## Your assignment
Your answer should consist only of the lines below from the one with "display:block; font-size:15px; white-space:nowrap" through the one with "2 1 2 8 2 1", copied exactly.

## Information given

-------

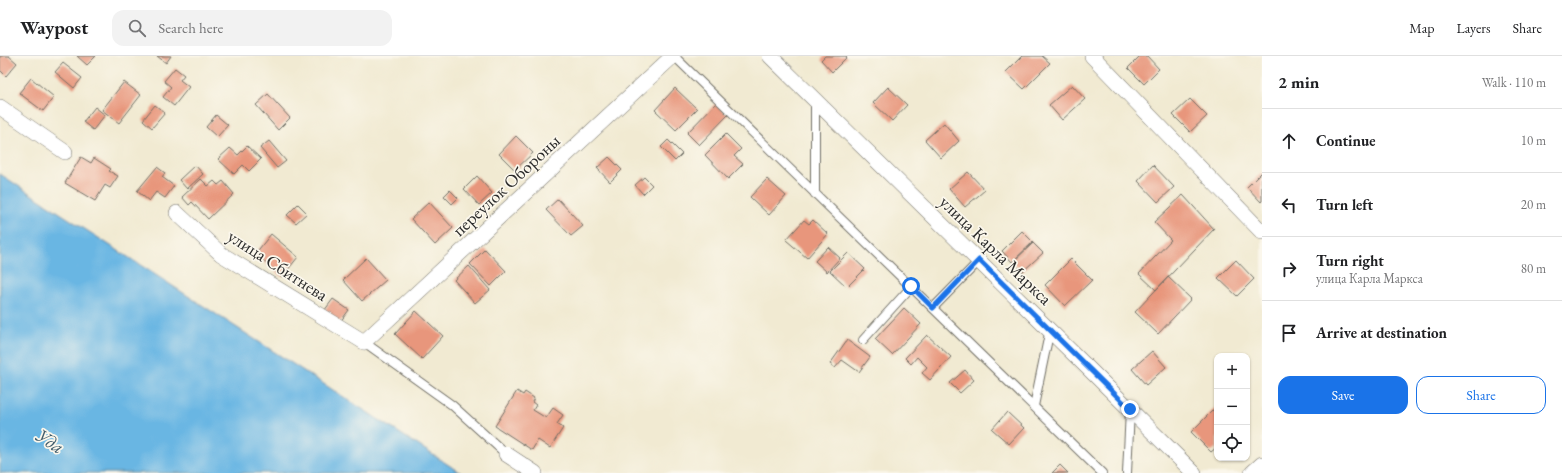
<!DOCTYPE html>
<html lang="en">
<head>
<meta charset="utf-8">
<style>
  :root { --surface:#fff; --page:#f2f2f2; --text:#202124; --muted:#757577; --line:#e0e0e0; --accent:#1a73e8 }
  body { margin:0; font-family:"EB Garamond",serif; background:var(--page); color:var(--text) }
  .controls { position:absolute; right:12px; bottom:12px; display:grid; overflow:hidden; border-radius:8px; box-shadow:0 1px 3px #0004 }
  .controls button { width:36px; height:36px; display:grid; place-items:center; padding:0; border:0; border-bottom:1px solid var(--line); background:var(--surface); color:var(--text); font:20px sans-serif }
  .stop { position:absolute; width:12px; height:12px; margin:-9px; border:3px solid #1a73e8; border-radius:50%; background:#fff }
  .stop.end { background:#1a73e8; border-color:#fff; box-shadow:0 1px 4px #0008 }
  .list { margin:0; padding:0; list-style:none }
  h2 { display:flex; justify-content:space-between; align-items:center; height:52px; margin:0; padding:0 16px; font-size:17px }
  h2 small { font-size:13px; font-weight:400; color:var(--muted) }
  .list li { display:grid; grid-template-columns:26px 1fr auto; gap:12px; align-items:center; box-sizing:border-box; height:64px; padding:0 16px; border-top:1px solid var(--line) }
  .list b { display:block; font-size:15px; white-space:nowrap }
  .list p { margin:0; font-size:13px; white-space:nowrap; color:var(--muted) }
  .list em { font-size:13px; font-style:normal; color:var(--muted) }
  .actions { display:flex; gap:8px; padding:12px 16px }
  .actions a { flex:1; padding:9px 0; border:1px solid var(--accent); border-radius:12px; text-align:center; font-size:14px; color:var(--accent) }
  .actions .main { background:var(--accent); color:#fff }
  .icon { flex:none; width:22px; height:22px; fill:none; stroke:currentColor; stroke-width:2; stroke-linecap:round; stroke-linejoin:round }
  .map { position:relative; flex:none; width:1262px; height:417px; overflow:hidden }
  header { display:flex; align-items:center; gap:24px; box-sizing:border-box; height:56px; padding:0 20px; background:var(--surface); border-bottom:1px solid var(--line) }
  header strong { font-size:19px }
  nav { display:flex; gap:22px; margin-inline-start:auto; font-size:14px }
  .search { width:280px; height:36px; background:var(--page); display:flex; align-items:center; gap:10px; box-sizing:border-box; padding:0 14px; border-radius:12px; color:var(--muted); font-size:15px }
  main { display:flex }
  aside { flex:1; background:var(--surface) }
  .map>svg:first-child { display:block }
</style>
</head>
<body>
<header>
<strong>Waypost</strong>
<div class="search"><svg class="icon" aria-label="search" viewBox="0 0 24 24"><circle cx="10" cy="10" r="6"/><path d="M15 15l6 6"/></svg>Search here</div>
<nav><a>Map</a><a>Layers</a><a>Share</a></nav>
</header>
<main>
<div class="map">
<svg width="1262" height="417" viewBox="0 0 1262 417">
  <rect width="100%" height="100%" fill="#fbf7ec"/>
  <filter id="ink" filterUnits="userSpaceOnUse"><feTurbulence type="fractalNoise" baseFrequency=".025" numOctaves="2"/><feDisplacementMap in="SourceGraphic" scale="8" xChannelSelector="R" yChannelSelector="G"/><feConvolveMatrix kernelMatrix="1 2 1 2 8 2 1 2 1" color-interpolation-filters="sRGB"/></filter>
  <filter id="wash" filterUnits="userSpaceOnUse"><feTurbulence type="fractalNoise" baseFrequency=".012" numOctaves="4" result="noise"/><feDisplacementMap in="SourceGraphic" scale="16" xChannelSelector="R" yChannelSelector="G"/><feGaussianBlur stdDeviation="0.9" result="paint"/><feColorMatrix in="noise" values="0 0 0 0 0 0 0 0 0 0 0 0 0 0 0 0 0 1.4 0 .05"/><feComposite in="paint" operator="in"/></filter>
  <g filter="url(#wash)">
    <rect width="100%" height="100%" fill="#f1ead2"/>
    <polygon fill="#69b6e3" stroke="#4a7087" points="0,118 461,417 0,417"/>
    <g id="blocks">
      <g fill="#e8967c">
        <polygon points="0,0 9,0 17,7 6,20 0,14"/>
        <polygon points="77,0 96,0 87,9"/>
        <polygon points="157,0 171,0 166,7"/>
        <polygon points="825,0 846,0 847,1 832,16 821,4"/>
        <polygon points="1022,0 1042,0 1050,7 1024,33 1006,16"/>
        <polygon points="1140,0 1147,0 1159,13 1144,28 1128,12"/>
        <polygon points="63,7 82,22 74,32 55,16"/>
        <polygon points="175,12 184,19 180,24 189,31 174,50 163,41 171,31 164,25"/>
        <polygon points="31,22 54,41 43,55 19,37"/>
        <polygon points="124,26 141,39 119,67 102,54"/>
        <polygon points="1072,29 1085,43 1062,64 1049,49"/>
        <polygon points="888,31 907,49 892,65 873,47"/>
        <polygon points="675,32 697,53 676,74 655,54"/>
        <polygon points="268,38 290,62 278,74 256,49"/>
        <polygon points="1190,43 1207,60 1190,76 1173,59"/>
        <polygon points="716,47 728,59 699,89 687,77"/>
        <polygon points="155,49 165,57 152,72 143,64"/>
        <polygon points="95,51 105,59 93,74 83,66"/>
        <polygon points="216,59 228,69 217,81 206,71"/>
        <polygon points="944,67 959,85 941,102 925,84"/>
        <polygon points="726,78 741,93 734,100 743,108 728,123 705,99"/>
        <polygon points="516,80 533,97 515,114 499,98"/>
        <polygon points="668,84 682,98 675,105 661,91"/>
        <polygon points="269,85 286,105 277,112 260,92"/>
        <polygon points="247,90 261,103 249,115 243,109 234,118 218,103 230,92 238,99"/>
        <polygon points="81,101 91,107 94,102 111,113 109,115 118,120 110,132 105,129 95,145 65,127"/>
        <polygon points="609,101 622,114 610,126 597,112"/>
        <polygon points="195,109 203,118 187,133 179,124"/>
        <polygon points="1153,109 1174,131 1158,146 1138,125"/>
        <polygon points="157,111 165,117 162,121 174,130 165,142 156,136 149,145 137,135"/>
        <polygon points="968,116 985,134 965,151 949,133"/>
        <polygon points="1262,116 1262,145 1261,146 1247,131"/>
        <polygon points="477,120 492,137 479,149 464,133"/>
        <polygon points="644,121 652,129 643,138 635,129"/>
        <polygon points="201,123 208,130 214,125 218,129 223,125 234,138 208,163 192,146 189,149 182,141"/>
        <polygon points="767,123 786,140 769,159 750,141"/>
        <polygon points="450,134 458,142 452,148 444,140"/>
        <polygon points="1183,139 1214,173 1156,234 1139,218 1171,184 1154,166"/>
        <polygon points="558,143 583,170 571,180 546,154"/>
        <polygon points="429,146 453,172 435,189 411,163"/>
        <polygon points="298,148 307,157 296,167 287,159"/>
        <polygon points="804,164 809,168 813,164 828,178 807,202 786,184"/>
        <polygon points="1022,175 1033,186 1012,206 1002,195"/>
        <polygon points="271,178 298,201 282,221 255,198"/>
        <polygon points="1033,187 1043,197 1022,216 1013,206"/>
        <polygon points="828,191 840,202 827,216 815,205"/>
        <polygon points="485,193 506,215 491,230 470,208"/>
        <polygon points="848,197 865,213 847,231 830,215"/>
        <polygon points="366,202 386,224 362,245 343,224"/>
        <polygon points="1071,203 1092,224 1065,250 1045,229"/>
        <polygon points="1236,204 1254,223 1237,240 1218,222"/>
        <polygon points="469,210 490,234 475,247 454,224"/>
        <polygon points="1168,221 1191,243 1158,278 1135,256"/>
        <polygon points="333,243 349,254 340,266 324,255"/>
        <polygon points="904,252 921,268 892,299 875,283"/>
        <polygon points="416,255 443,280 422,303 395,278"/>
        <polygon points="927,279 951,301 930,324 922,317 927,311 917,301 911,308 905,302"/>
        <polygon points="847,284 870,301 859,316 842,304 835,312 830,308"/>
        <polygon points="1152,295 1166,311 1146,329 1132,313"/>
        <polygon points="965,314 974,324 960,337 950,327"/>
        <polygon points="517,335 523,339 525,336 534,342 532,346 536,349 533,354 546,362 553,352 563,359 557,368 563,372 550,392 538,384 532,394 495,370"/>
        <polygon points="1217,350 1217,391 1211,396 1191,376"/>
        <polygon points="1007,356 1024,372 1009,388 992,373"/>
        <polygon points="1060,409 1068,417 1052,417"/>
      </g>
    </g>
  </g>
  <g filter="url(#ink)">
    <use href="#blocks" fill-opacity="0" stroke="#706e65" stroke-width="1"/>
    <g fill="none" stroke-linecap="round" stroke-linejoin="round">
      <defs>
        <g id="service">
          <polyline points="674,0 1102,417"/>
          <polyline points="815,44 815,138"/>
          <polyline points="933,252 979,205"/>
          <polyline points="863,284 911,231"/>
          <polyline points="364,286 452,349 506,398"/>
          <polyline points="1034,350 1050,273"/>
          <polyline points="1127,417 1130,354"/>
        </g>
        <g id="minor">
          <polyline points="770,0 1087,311 1194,417"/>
          <polyline points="1092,0 1262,176"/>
          <polyline points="0,51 65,96"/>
          <polyline points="177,157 221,198 364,286 673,0"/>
          <polyline points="506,398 535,417"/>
          <polyline points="1252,417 1262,408"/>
        </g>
      </defs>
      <use href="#service" stroke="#706e65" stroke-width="10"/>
      <use href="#minor" stroke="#706e65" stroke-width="16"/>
      <use href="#service" stroke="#fff" stroke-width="8"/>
      <use href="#minor" stroke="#fff" stroke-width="15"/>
    </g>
  </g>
  <g fill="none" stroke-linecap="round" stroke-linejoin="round" filter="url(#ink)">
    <polyline stroke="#1a73e8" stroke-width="5" points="911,230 933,252 979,204 1130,353"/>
  </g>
  <g text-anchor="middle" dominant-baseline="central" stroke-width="3.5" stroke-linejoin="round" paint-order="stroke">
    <g font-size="18" fill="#2b2b2b" stroke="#fbf7ec">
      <text transform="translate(506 129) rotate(-43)">переулок Обороны</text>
      <text transform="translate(996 194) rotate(44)">улица Карла Маркса</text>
      <text transform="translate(278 209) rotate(33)">улица Сбитнева</text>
    </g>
    <g font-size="19" font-style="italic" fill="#415c6b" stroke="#fbf7ec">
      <text transform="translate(50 385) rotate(33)">Уда</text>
    </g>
  </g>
</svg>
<div class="controls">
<button>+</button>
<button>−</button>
<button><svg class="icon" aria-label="locate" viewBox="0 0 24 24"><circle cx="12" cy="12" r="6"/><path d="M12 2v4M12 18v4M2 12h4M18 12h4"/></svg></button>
</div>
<div class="stop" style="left:911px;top:230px"></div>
<div class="stop end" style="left:1130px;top:353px"></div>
</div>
<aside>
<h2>2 min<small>Walk · 110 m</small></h2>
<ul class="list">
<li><svg class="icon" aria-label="ahead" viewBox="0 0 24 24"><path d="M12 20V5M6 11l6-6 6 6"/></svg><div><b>Continue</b></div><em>10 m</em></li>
<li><svg class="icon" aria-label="left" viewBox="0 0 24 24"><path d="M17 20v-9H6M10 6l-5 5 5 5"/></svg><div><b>Turn left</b></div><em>20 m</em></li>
<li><svg class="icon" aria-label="right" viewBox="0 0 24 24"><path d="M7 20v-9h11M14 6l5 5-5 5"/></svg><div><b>Turn right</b><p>улица Карла Маркса</p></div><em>80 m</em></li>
<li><svg class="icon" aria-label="arrive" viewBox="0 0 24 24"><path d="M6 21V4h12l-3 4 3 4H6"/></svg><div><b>Arrive at destination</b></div></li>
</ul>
<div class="actions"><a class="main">Save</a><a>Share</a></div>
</aside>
</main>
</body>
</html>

-------

## Reply to the exercise
  .list b { display:block; font-size:15px; white-space:nowrap }
  .list p { margin:0; font-size:13px; white-space:nowrap; color:var(--muted) }
  .list em { font-size:13px; font-style:normal; color:var(--muted) }
  .actions { display:flex; gap:8px; padding:12px 16px }
  .actions a { flex:1; padding:9px 0; border:1px solid var(--accent); border-radius:12px; text-align:center; font-size:14px; color:var(--accent) }
  .actions .main { background:var(--accent); color:#fff }
  .icon { flex:none; width:22px; height:22px; fill:none; stroke:currentColor; stroke-width:2; stroke-linecap:round; stroke-linejoin:round }
  .map { position:relative; flex:none; width:1262px; height:417px; overflow:hidden }
  header { display:flex; align-items:center; gap:24px; box-sizing:border-box; height:56px; padding:0 20px; background:var(--surface); border-bottom:1px solid var(--line) }
  header strong { font-size:19px }
  nav { display:flex; gap:22px; margin-inline-start:auto; font-size:14px }
  .search { width:280px; height:36px; background:var(--page); display:flex; align-items:center; gap:10px; box-sizing:border-box; padding:0 14px; border-radius:12px; color:var(--muted); font-size:15px }
  main { display:flex }
  aside { flex:1; background:var(--surface) }
  .map>svg:first-child { display:block }
</style>
</head>
<body>
<header>
<strong>Waypost</strong>
<div class="search"><svg class="icon" aria-label="search" viewBox="0 0 24 24"><circle cx="10" cy="10" r="6"/><path d="M15 15l6 6"/></svg>Search here</div>
<nav><a>Map</a><a>Layers</a><a>Share</a></nav>
</header>
<main>
<div class="map">
<svg width="1262" height="417" viewBox="0 0 1262 417">
  <rect width="100%" height="100%" fill="#fbf7ec"/>
  <filter id="ink" filterUnits="userSpaceOnUse"><feTurbulence type="fractalNoise" baseFrequency=".025" numOctaves="2"/><feDisplacementMap in="SourceGraphic" scale="8" xChannelSelector="R" yChannelSelector="G"/><feConvolveMatrix kernelMatrix="1 2 1 2 8 2 1 2 1" color-interpolation-filters="sRGB"/></filter>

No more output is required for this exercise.